NASA’s Chandra X-ray Observatory has captured the deepest X-ray image, revealing the highest concentration of supermassive black holes.
“It can be very difficult to detect black holes in the early Universe because they are so far away and they only produce radiation if they’re actively pulling in matter,” Bin Luo, professor of astronomy and space science at Nanjing University, said in a news release. “But by staring long enough with Chandra, we can find and study large numbers of growing black holes, some of which appear not long after the Big Bang.”
The new image has offered astronomers a chance to better understand the early evolution of the first supermassive black holes, which appeared 1 or 2 billion years after the Big Bang.

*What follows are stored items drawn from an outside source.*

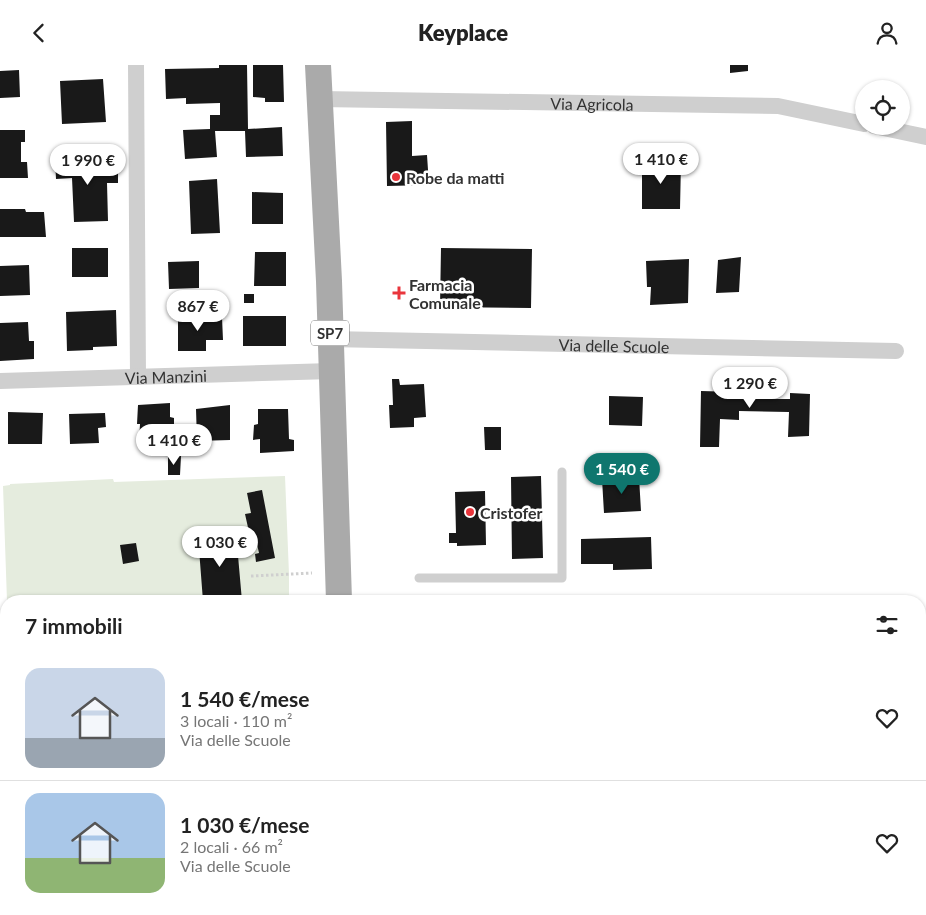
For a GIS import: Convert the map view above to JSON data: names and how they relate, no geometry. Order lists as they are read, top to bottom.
{
  "streets": {
    "main road": ["SP7"],
    "street": ["Via Agricola", "Via delle Scuole", "Via Manzini"]
  },
  "crossings": [
    ["Via Agricola", "SP7"],
    ["SP7", "Via delle Scuole"],
    ["SP7", "Via Manzini"]
  ],
  "places": {
    "other": ["Robe da matti", "Cristofer"],
    "health": ["Farmacia Comunale"]
  },
  "page": {
    "header": "Keyplace",
    "price": [
      "1 410 €",
      "1 990 €",
      "867 €",
      "1 290 €",
      "1 410 €",
      "1 540 €",
      "1 030 €"
    ],
    "heading": "7 immobili",
    "list": [
      {
        "name": "1 540 €/mese",
        "note": "3 locali · 110 m² · Via delle Scuole"
      },
      {
        "name": "1 030 €/mese",
        "note": "2 locali · 66 m² · Via delle Scuole"
      }
    ]
  }
}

Analysis of the new Chandra data suggests supermassive black holes grow in spurts. Their accumulation is sporadic, not slow and steady.
Additionally, they may begin as “heavy” seeds, not light seeds — comprising masses of 10,000 to 100,000 times that of the sun at their infancy, not 100 times the mass of the sun.

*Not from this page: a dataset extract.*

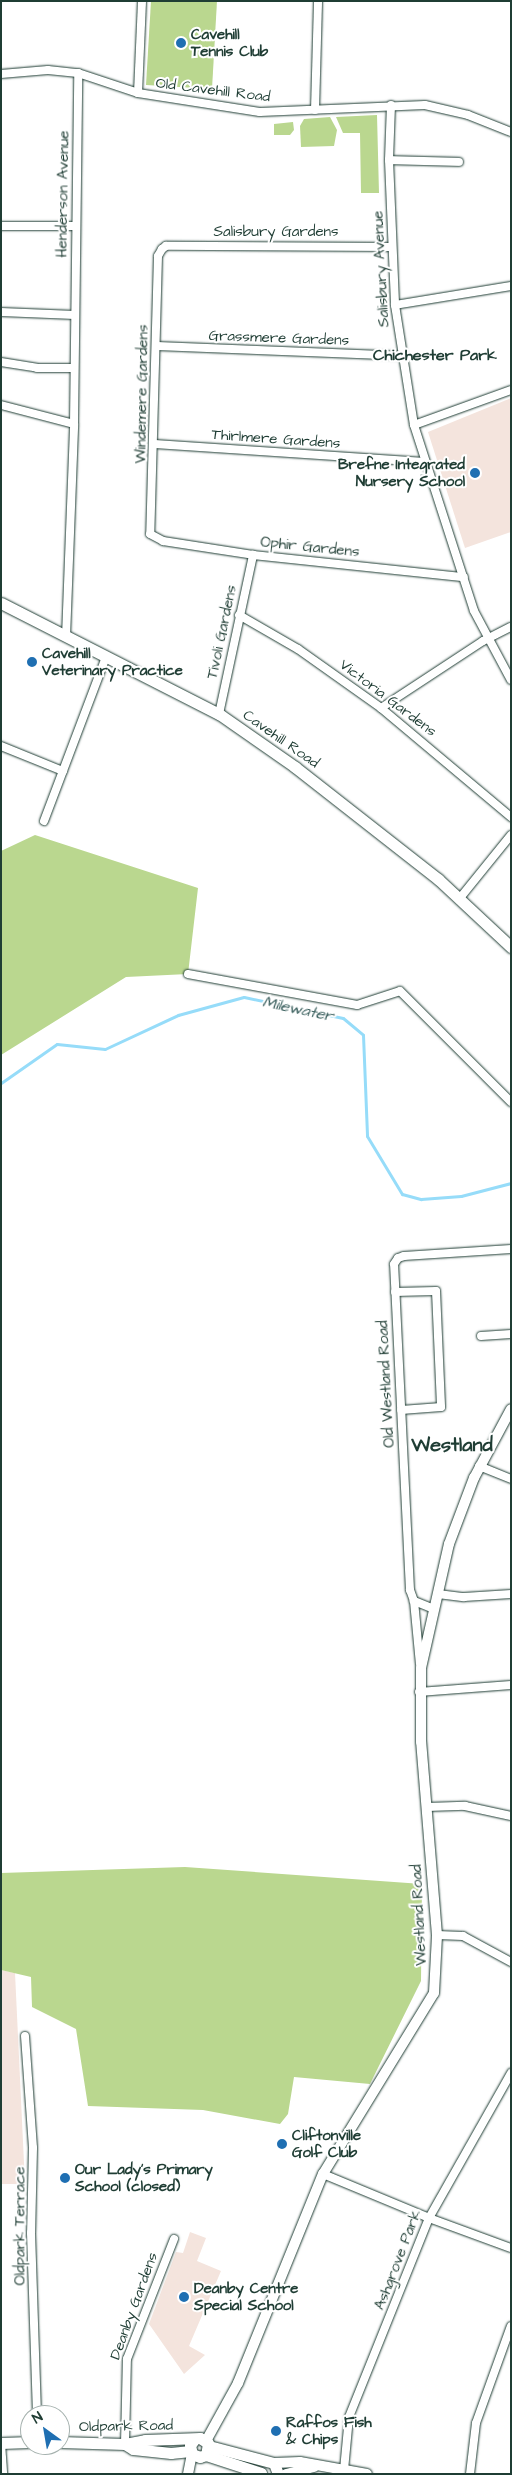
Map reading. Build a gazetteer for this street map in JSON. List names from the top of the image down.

Chandra’s latests survey was conducted with the help of the Hubble Space Telescope. Hubble picked the targets — 2,000 galaxies located between about 12 billion and 13 billion light-years from Earth — and Chandra absorbed the X-rays.
The study also revealed X-rays produced by smaller, stellar-mass black holes.
“By detecting X-rays from such distant galaxies, we’re learning more about the formation and evolution of stellar-mass and supermassive black holes in the early Universe,” said Fabio Vito, a postdoctoral scholar in astronomy and astrophysics at Pennsylvania State University. “We’re looking back to times when black holes were in crucial phases of growth, similar to hungry infants and adolescents.”